* [PROBLEM DETAILS] Below is a block of entries, which should be copied verbatim apart from the pictures.

━━━━━━━━━━━━━━━━━━━━

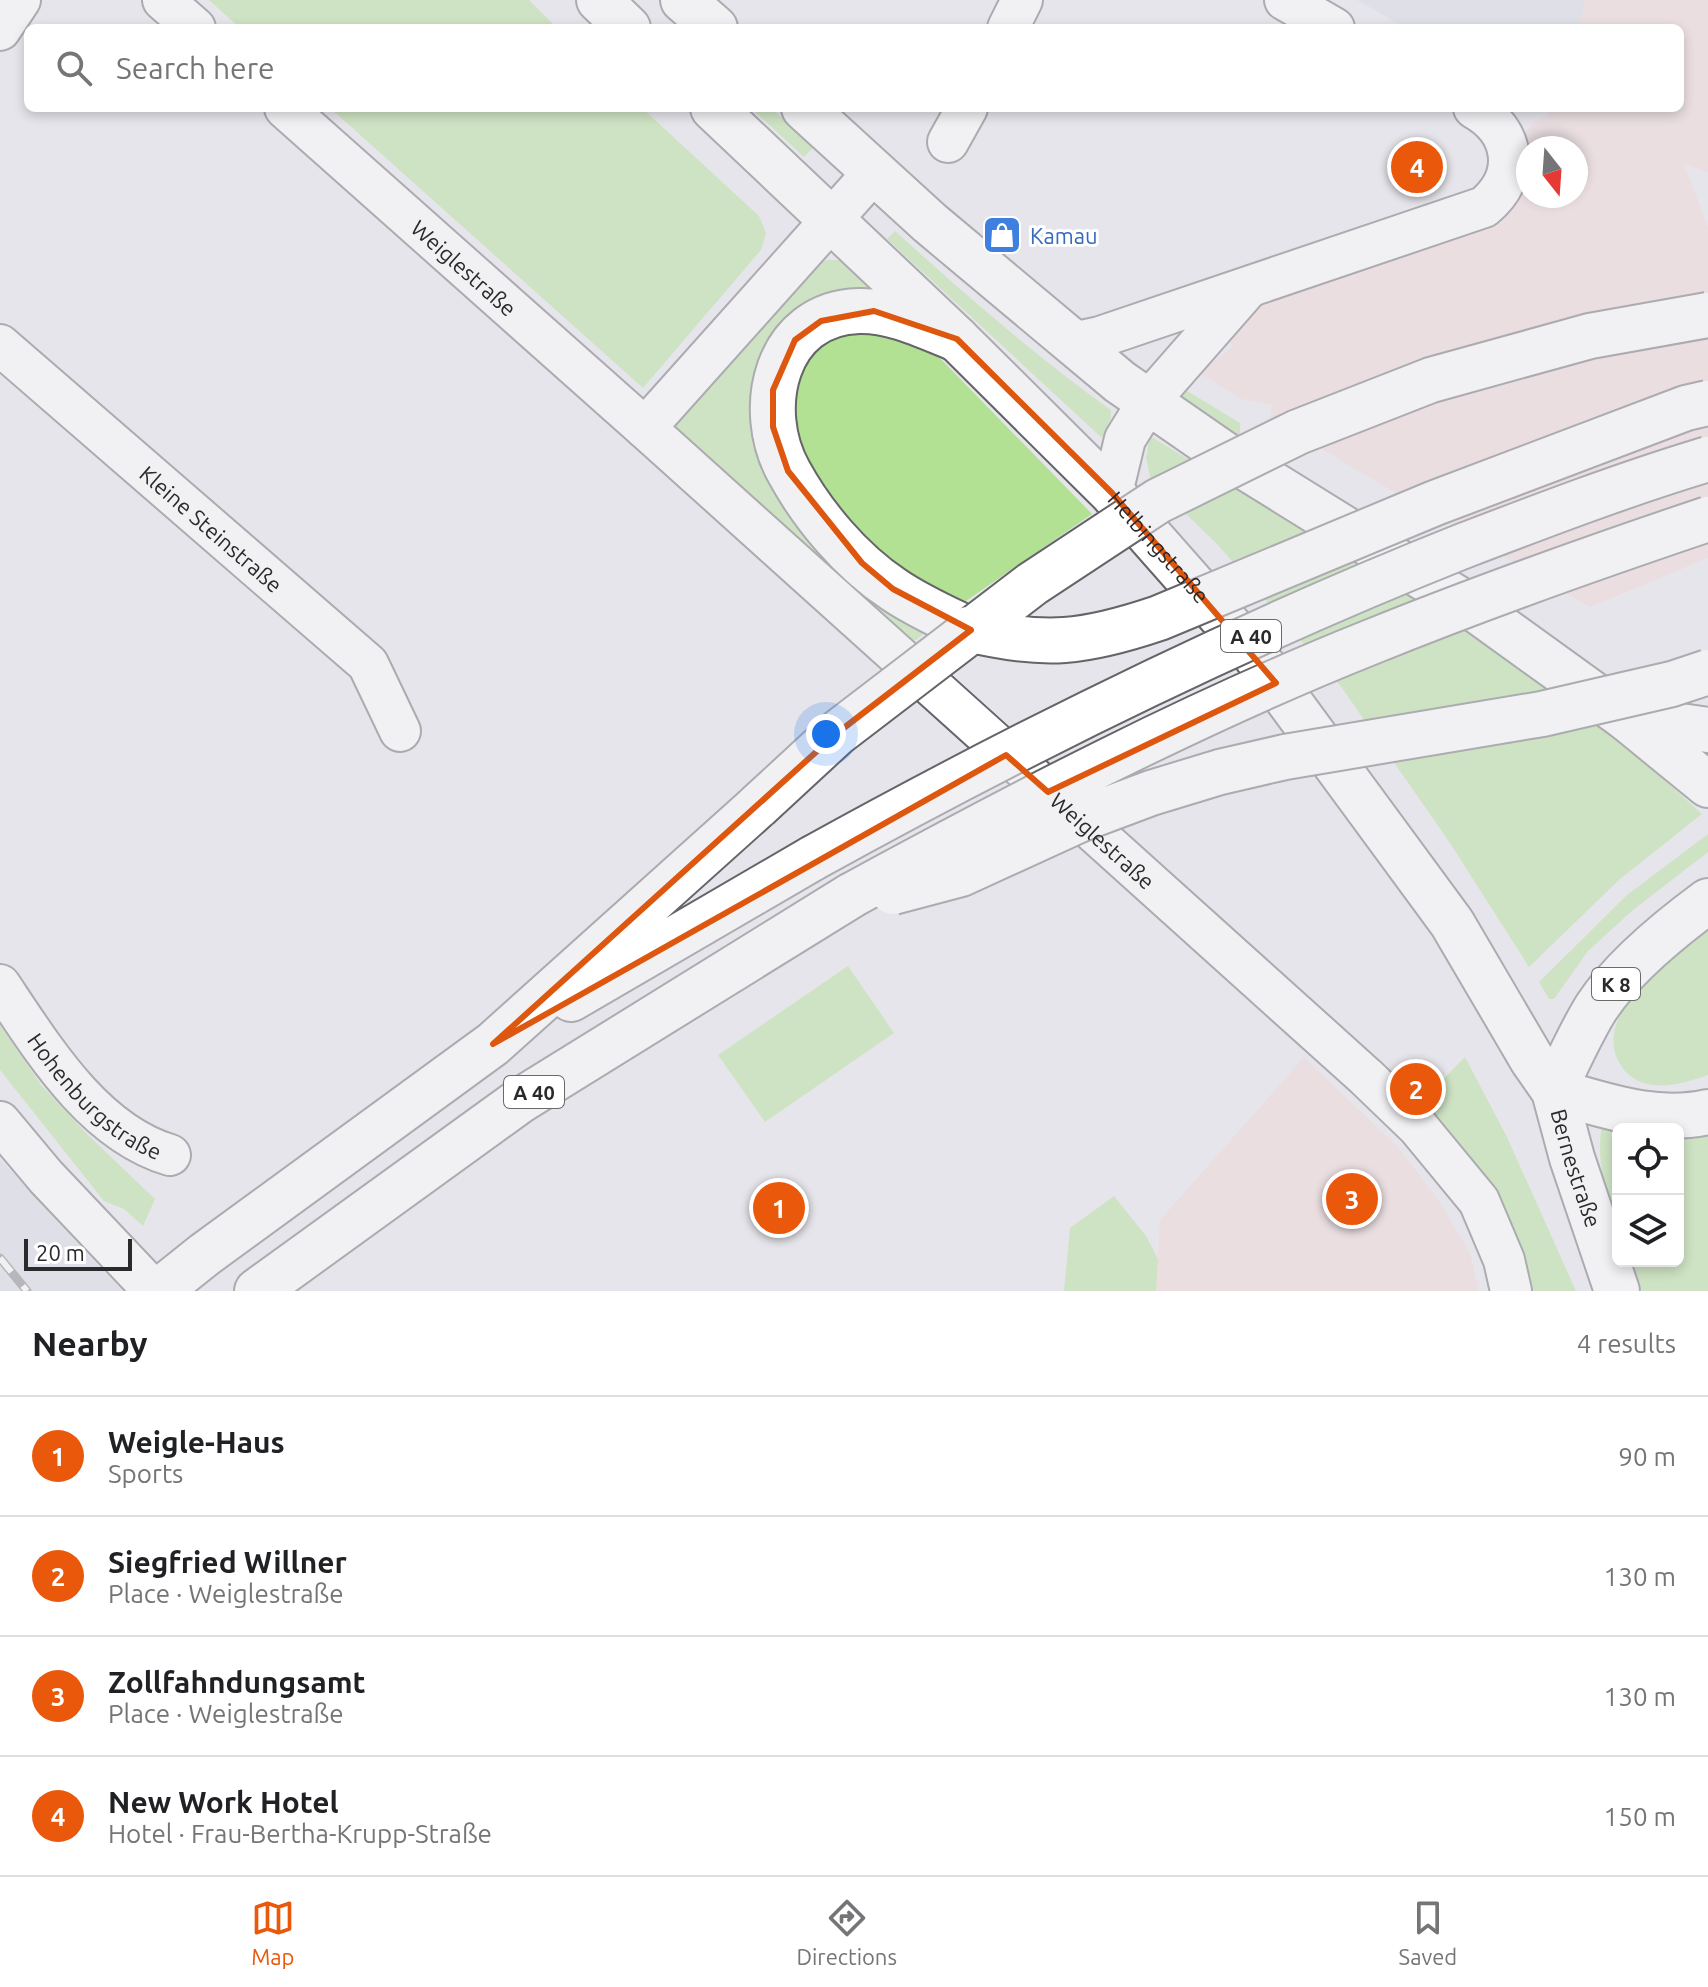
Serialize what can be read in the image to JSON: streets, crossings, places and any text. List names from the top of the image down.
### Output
{
  "streets": {
    "main road": [
      "Helbingstraße",
      "A 40",
      "K 8",
      "Bernestraße"
    ],
    "street": ["Weiglestraße", "Kleine Steinstraße", "Hohenburgstraße"]
  },
  "crossings": [
    ["Helbingstraße", "K 8"],
    ["Helbingstraße", "Bernestraße"],
    ["K 8", "Bernestraße"]
  ],
  "places": {
    "shop": ["Kamau"]
  },
  "scale_bar": "20 m",
  "north": "bottom",
  "page": {
    "search": "Search here",
    "pins": [
      "4",
      "2",
      "3",
      "1"
    ],
    "scale": "20 m",
    "heading": ["Nearby", "4 results"],
    "list": [
      {
        "mark": "1",
        "name": "Weigle-Haus",
        "note": "Sports",
        "value": "90 m"
      },
      {
        "mark": "2",
        "name": "Siegfried Willner",
        "note": "Place · Weiglestraße",
        "value": "130 m"
      },
      {
        "mark": "3",
        "name": "Zollfahndungsamt",
        "note": "Place · Weiglestraße",
        "value": "130 m"
      },
      {
        "mark": "4",
        "name": "New Work Hotel",
        "note": "Hotel · Frau-Bertha-Krupp-Straße",
        "value": "150 m"
      }
    ],
    "nav": ["Map", "Directions", "Saved"]
  }
}
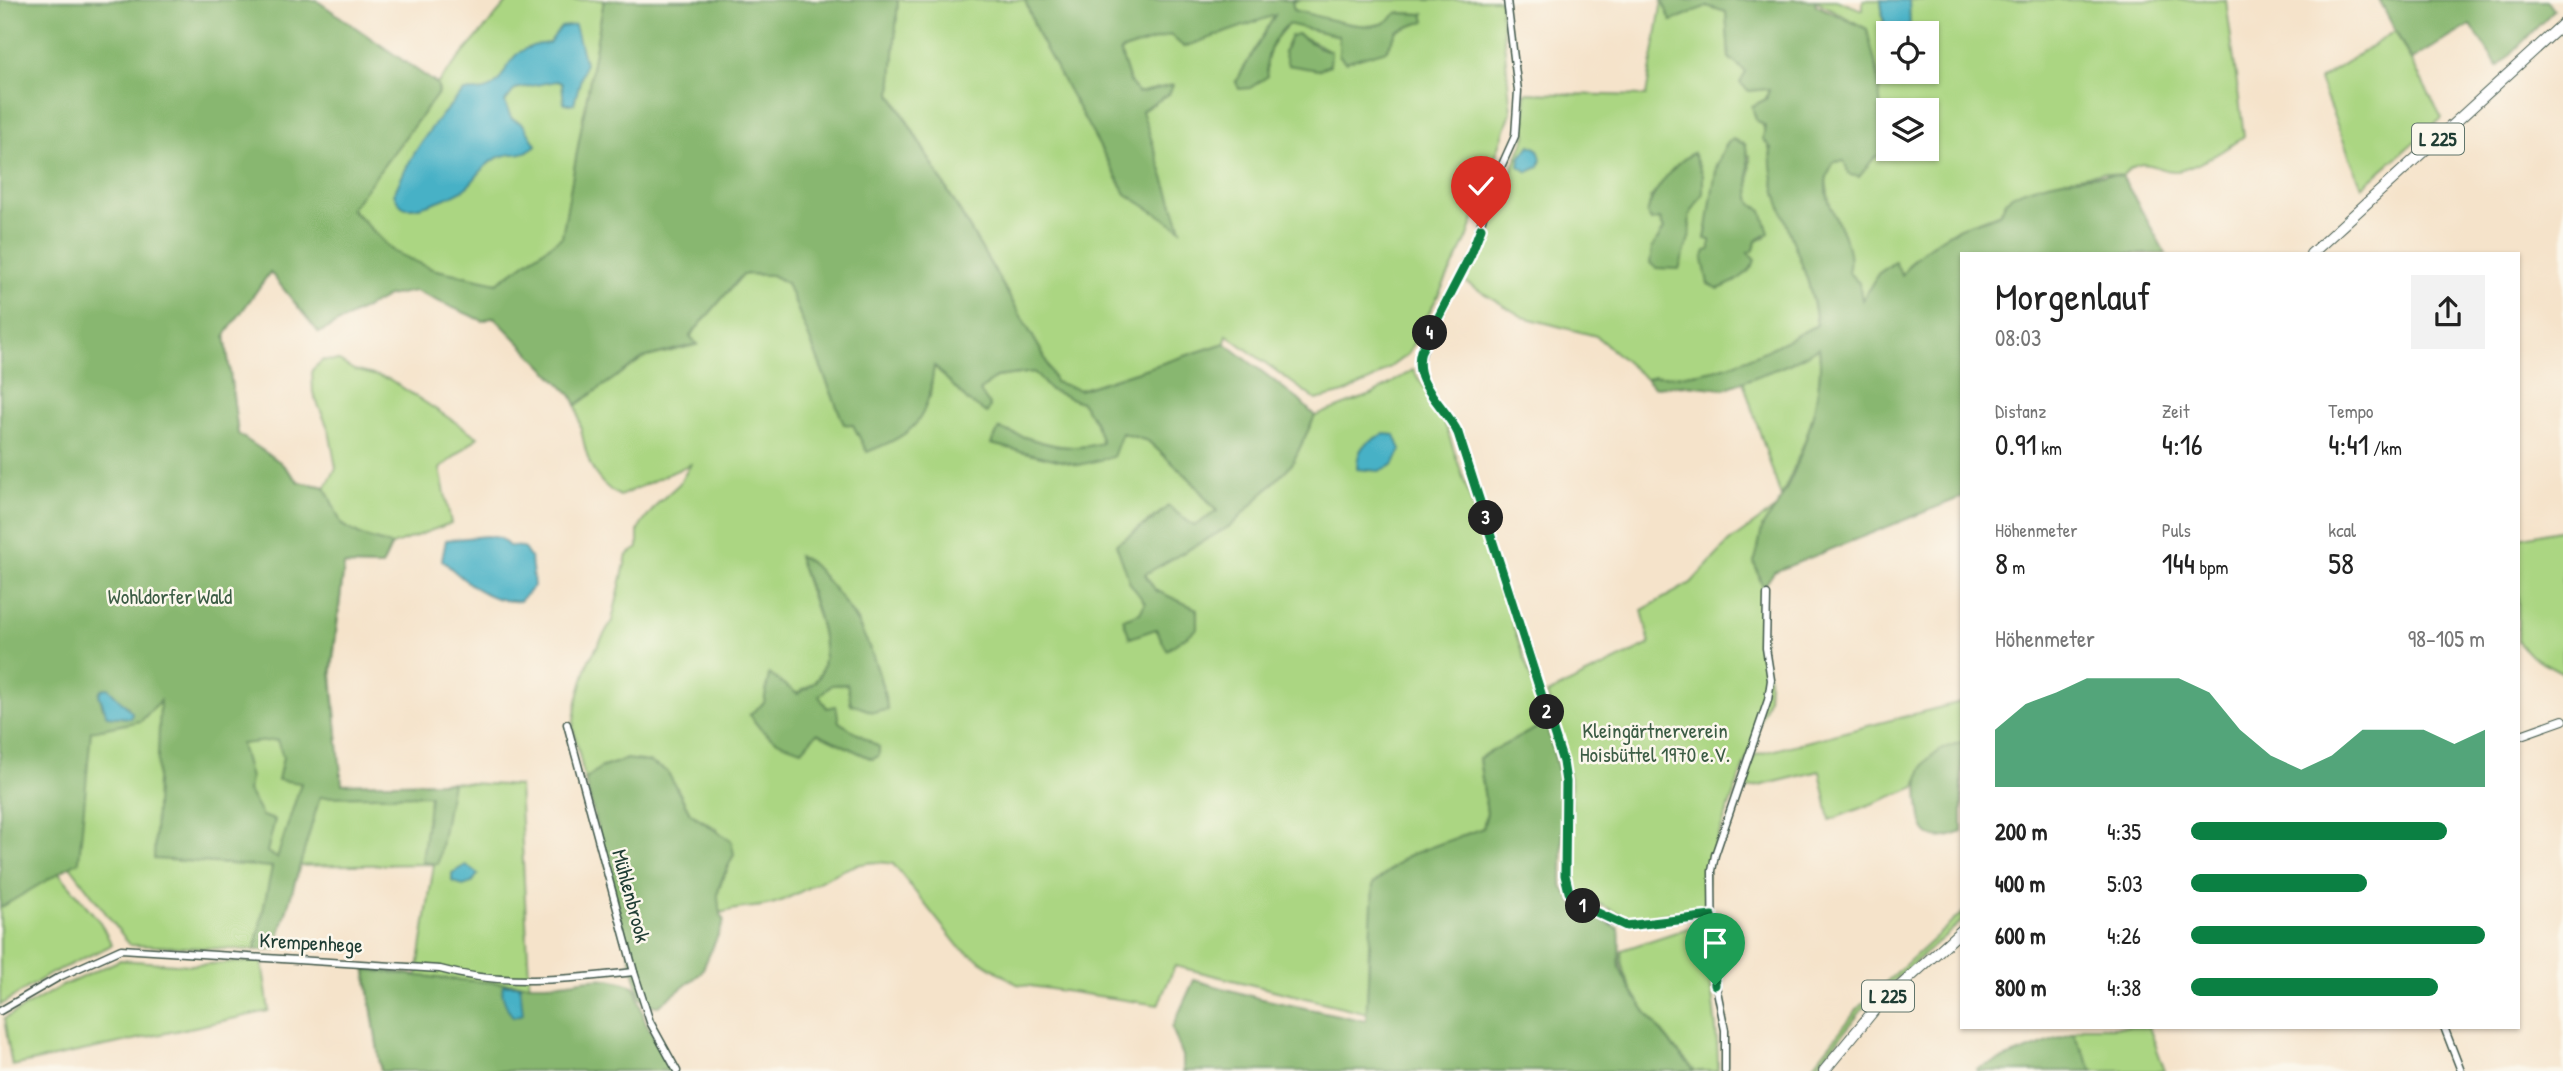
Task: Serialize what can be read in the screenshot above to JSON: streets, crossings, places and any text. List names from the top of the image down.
{
  "streets": {
    "main road": ["L 225"],
    "street": ["Mühlenbrook", "Krempenhege"]
  },
  "crossings": [
    ["Mühlenbrook", "Krempenhege"]
  ],
  "parks": ["Wohldorfer Wald", "Kleingärtnerverein Hoisbüttel 1970 e.V."],
  "page": {
    "heading": ["Morgenlauf", "08:03"],
    "pins": [
      "4",
      "3",
      "2",
      "1"
    ],
    "stats": [
      ["Distanz", "0.91 km"],
      ["Zeit", "4:16"],
      ["Tempo", "4:41 /km"],
      ["Höhenmeter", "8 m"],
      ["Puls", "144 bpm"],
      ["kcal", "58"]
    ],
    "chart": ["Höhenmeter", "98–105 m"],
    "list": [
      {
        "name": "200 m",
        "note": "4:35"
      },
      {
        "name": "400 m",
        "note": "5:03"
      },
      {
        "name": "600 m",
        "note": "4:26"
      },
      {
        "name": "800 m",
        "note": "4:38"
      }
    ]
  }
}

━━━━━━━━━━━━━━━━━━━━

* [FINISHED EXERCISE]
Serialize what can be read in the image to JSON: streets, crossings, places and any text. List names from the top of the image down.
### Output
{
  "streets": {
    "main road": [
      "Helbingstraße",
      "A 40",
      "K 8",
      "Bernestraße"
    ],
    "street": ["Weiglestraße", "Kleine Steinstraße", "Hohenburgstraße"]
  },
  "crossings": [
    ["Helbingstraße", "K 8"],
    ["Helbingstraße", "Bernestraße"],
    ["K 8", "Bernestraße"]
  ],
  "places": {
    "shop": ["Kamau"]
  },
  "scale_bar": "20 m",
  "north": "bottom",
  "page": {
    "search": "Search here",
    "pins": [
      "4",
      "2",
      "3",
      "1"
    ],
    "scale": "20 m",
    "heading": ["Nearby", "4 results"],
    "list": [
      {
        "mark": "1",
        "name": "Weigle-Haus",
        "note": "Sports",
        "value": "90 m"
      },
      {
        "mark": "2",
        "name": "Siegfried Willner",
        "note": "Place · Weiglestraße",
        "value": "130 m"
      },
      {
        "mark": "3",
        "name": "Zollfahndungsamt",
        "note": "Place · Weiglestraße",
        "value": "130 m"
      },
      {
        "mark": "4",
        "name": "New Work Hotel",
        "note": "Hotel · Frau-Bertha-Krupp-Straße",
        "value": "150 m"
      }
    ],
    "nav": ["Map", "Directions", "Saved"]
  }
}
Task: Serialize what can be read in the screenshot above to JSON: streets, crossings, places and any text. List names from the top of the image down.
{
  "streets": {
    "main road": ["L 225"],
    "street": ["Mühlenbrook", "Krempenhege"]
  },
  "crossings": [
    ["Mühlenbrook", "Krempenhege"]
  ],
  "parks": ["Wohldorfer Wald", "Kleingärtnerverein Hoisbüttel 1970 e.V."],
  "page": {
    "heading": ["Morgenlauf", "08:03"],
    "pins": [
      "4",
      "3",
      "2",
      "1"
    ],
    "stats": [
      ["Distanz", "0.91 km"],
      ["Zeit", "4:16"],
      ["Tempo", "4:41 /km"],
      ["Höhenmeter", "8 m"],
      ["Puls", "144 bpm"],
      ["kcal", "58"]
    ],
    "chart": ["Höhenmeter", "98–105 m"],
    "list": [
      {
        "name": "200 m",
        "note": "4:35"
      },
      {
        "name": "400 m",
        "note": "5:03"
      },
      {
        "name": "600 m",
        "note": "4:26"
      },
      {
        "name": "800 m",
        "note": "4:38"
      }
    ]
  }
}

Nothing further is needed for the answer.